If $1(0!)+3.(1!)+7(2!)+13(3!) +21(4!) + \cdots $ n terms.... Question( from sequences) : 
If $1(0!)+3.(1!)+7(2!)+13(3!) +21(4!) + \cdots $ n terms = $(4000)(4000!)$ Then what is the value of n. 
How to proceed in this please suggest , will be of great help to me thanks...

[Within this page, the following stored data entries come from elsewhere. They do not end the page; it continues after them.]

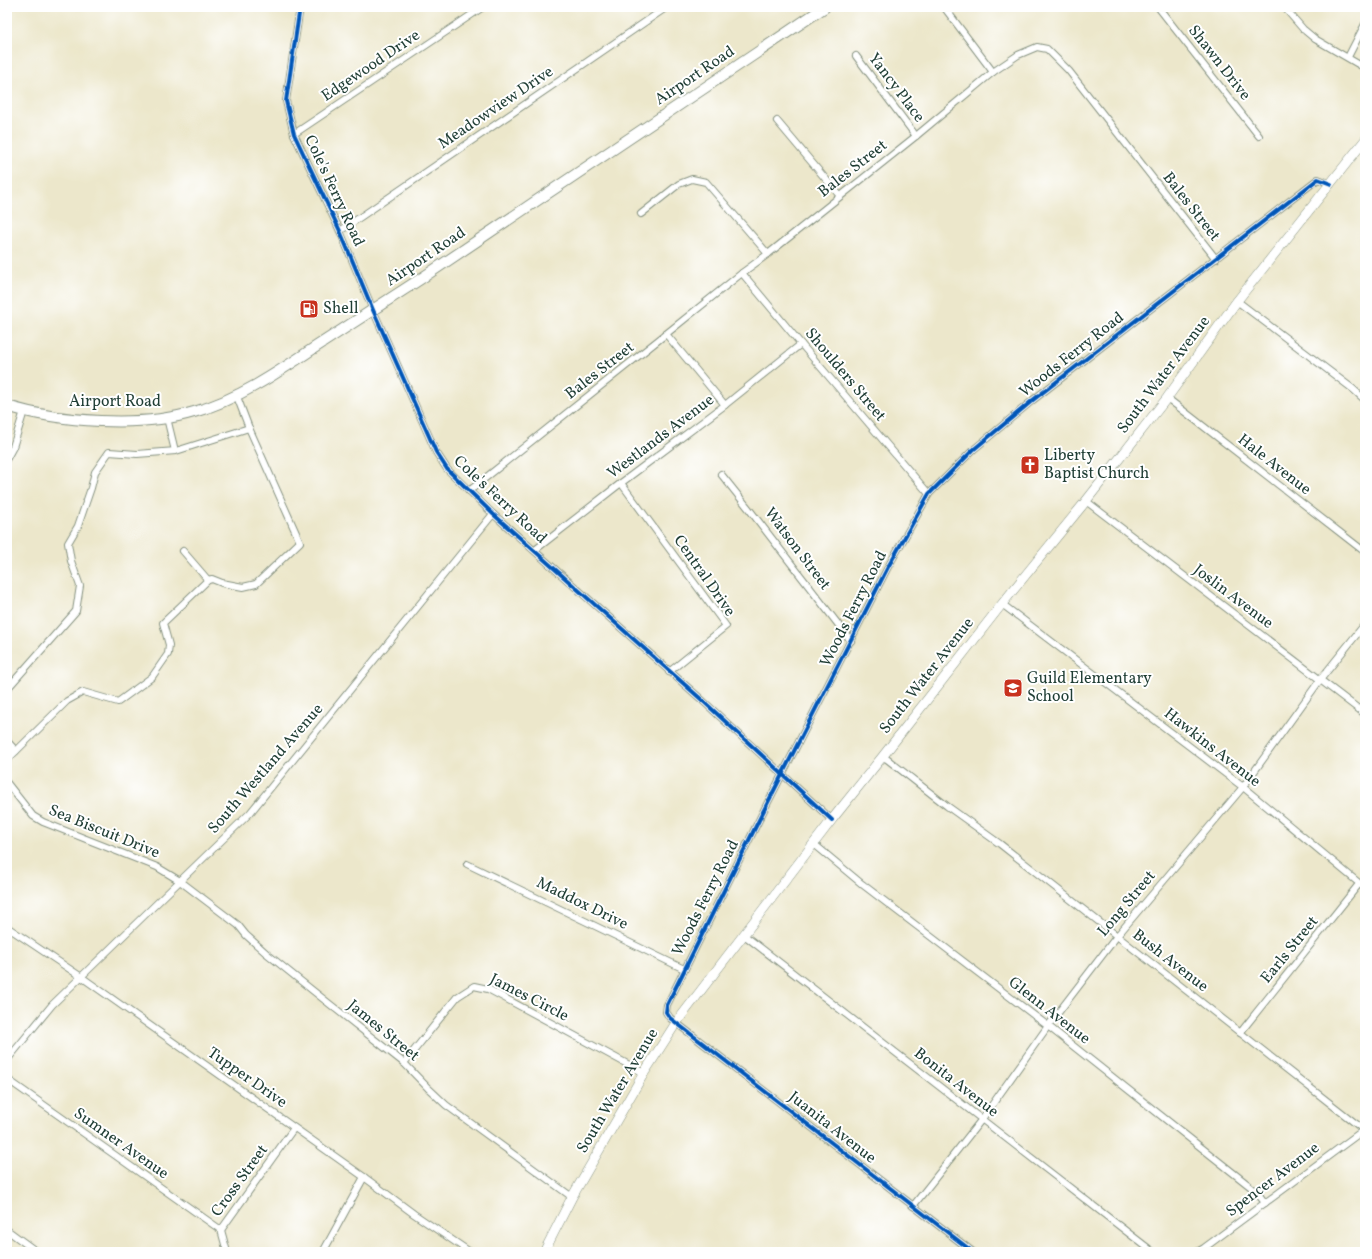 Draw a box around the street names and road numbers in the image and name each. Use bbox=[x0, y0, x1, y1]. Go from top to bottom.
street label: Shawn Drive bbox=[1183, 21, 1255, 105]
street label: Edgewood Drive bbox=[317, 25, 425, 107]
street label: Airport Road bbox=[651, 41, 739, 111]
street label: Yancy Place bbox=[863, 49, 929, 127]
street label: Meadowview Drive bbox=[434, 61, 558, 155]
street label: Cole's Ferry Road bbox=[299, 132, 369, 250]
street label: Bales Street bbox=[814, 135, 892, 203]
street label: Bales Street bbox=[1157, 168, 1225, 246]
street label: Airport Road bbox=[382, 222, 470, 292]
street label: Woods Ferry Road bbox=[1015, 307, 1129, 403]
street label: South Water Avenue bbox=[1112, 312, 1216, 438]
street label: Shoulders Street bbox=[799, 324, 891, 427]
street label: Bales Street bbox=[561, 337, 639, 405]
street label: Westlands Avenue bbox=[603, 390, 719, 484]
street label: Airport Road bbox=[69, 391, 161, 413]
street label: Hale Avenue bbox=[1233, 429, 1315, 501]
street label: Cole's Ferry Road bbox=[448, 451, 552, 549]
street label: Watson Street bbox=[759, 503, 836, 595]
street label: Central Drive bbox=[668, 531, 740, 621]
street label: Woods Ferry Road bbox=[815, 547, 893, 671]
street label: Joslin Avenue bbox=[1188, 560, 1278, 634]
street label: South Water Avenue bbox=[875, 613, 979, 739]
street label: South Westland Avenue bbox=[203, 699, 329, 839]
street label: Hawkins Avenue bbox=[1159, 703, 1265, 793]
street label: Sea Biscuit Drive bbox=[45, 800, 163, 864]
street label: Woods Ferry Road bbox=[667, 836, 745, 960]
street label: Long Street bbox=[1093, 866, 1161, 942]
street label: Maddox Drive bbox=[532, 872, 632, 936]
street label: Earls Street bbox=[1256, 911, 1324, 988]
street label: Bush Avenue bbox=[1127, 924, 1213, 998]
street label: James Circle bbox=[486, 969, 572, 1027]
street label: Glenn Avenue bbox=[1003, 972, 1095, 1050]
street label: James Street bbox=[342, 995, 424, 1067]
street label: South Water Avenue bbox=[572, 1024, 664, 1158]
street label: Tupper Drive bbox=[203, 1042, 291, 1114]
street label: Bonita Avenue bbox=[909, 1043, 1003, 1123]
street label: Juanita Avenue bbox=[784, 1087, 880, 1169]
street label: Sumner Avenue bbox=[69, 1103, 173, 1185]
street label: Spencer Avenue bbox=[1222, 1137, 1324, 1223]
street label: Cross Street bbox=[206, 1140, 274, 1222]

 A: It is a telescoping sum.
$$\begin{align}
\sum_{k=0}^n k!(k(k+1)+1)
=& \sum_{k=0}^n k!\big((k+1)(k+2) - 2(k+1) + 1\big)\\
=& \sum_{k=0}^n \big((k+2)! -2(k+1)! + k!\big)\\
=& \sum_{k=0}^n \bigg(\big((k+2)! - (k+1)!\big) - \big((k+1)!-k!\big)\bigg)\\
=& \big((n+2)! - (0+1)!\big) - \big((n+1)! - 0!\big)\\
=& (n+2)! - (n+1)!\\
=& (n+1)(n+1)!\\
\end{align}
$$
So $n = 3999$.
A: The summation is
\begin{align}
S_{n} = \sum_{r=0}^{n} \left( r(r+1) + 1\right) \, r!
\end{align}
and by selecting $n$ values it is seen that
\begin{align}
S_{0} &= 1 \\
S_{1} &= 0! + 3 \cdot 1! = 2 \cdot 2! \\
S_{2} &= 0! + 3 \cdot 1! + 7 \cdot 2! = 3 \cdot 3!
\end{align}
which leads to
\begin{align}
S_{n} = \sum_{r=0}^{n} [ r(r+1) + 1] \, r! = (n+1) \cdot (n+1)!.
\end{align}
For the case of $S_{n} = (4000) \cdot (4000)!$ it is seen that $n = 3999$. 
A: Suggestions: I would look for patterns:
$1(0!)=1$
$1(0!)+3(1!)=4$
$1(0!)+3(1!)+7(2!)=18$.
Then I'd try to match this to something that would give $(4000)(4000!)$ for some $n$.  Then I'd start trying to prove some stuff (probably by induction).
A: Your approach should be to write a generic formula with a summation.
Then figure out that each summation element adds a new element but removes the old one.
And if you do the administration properly, you'll find n to be 3999 or 4000 or so.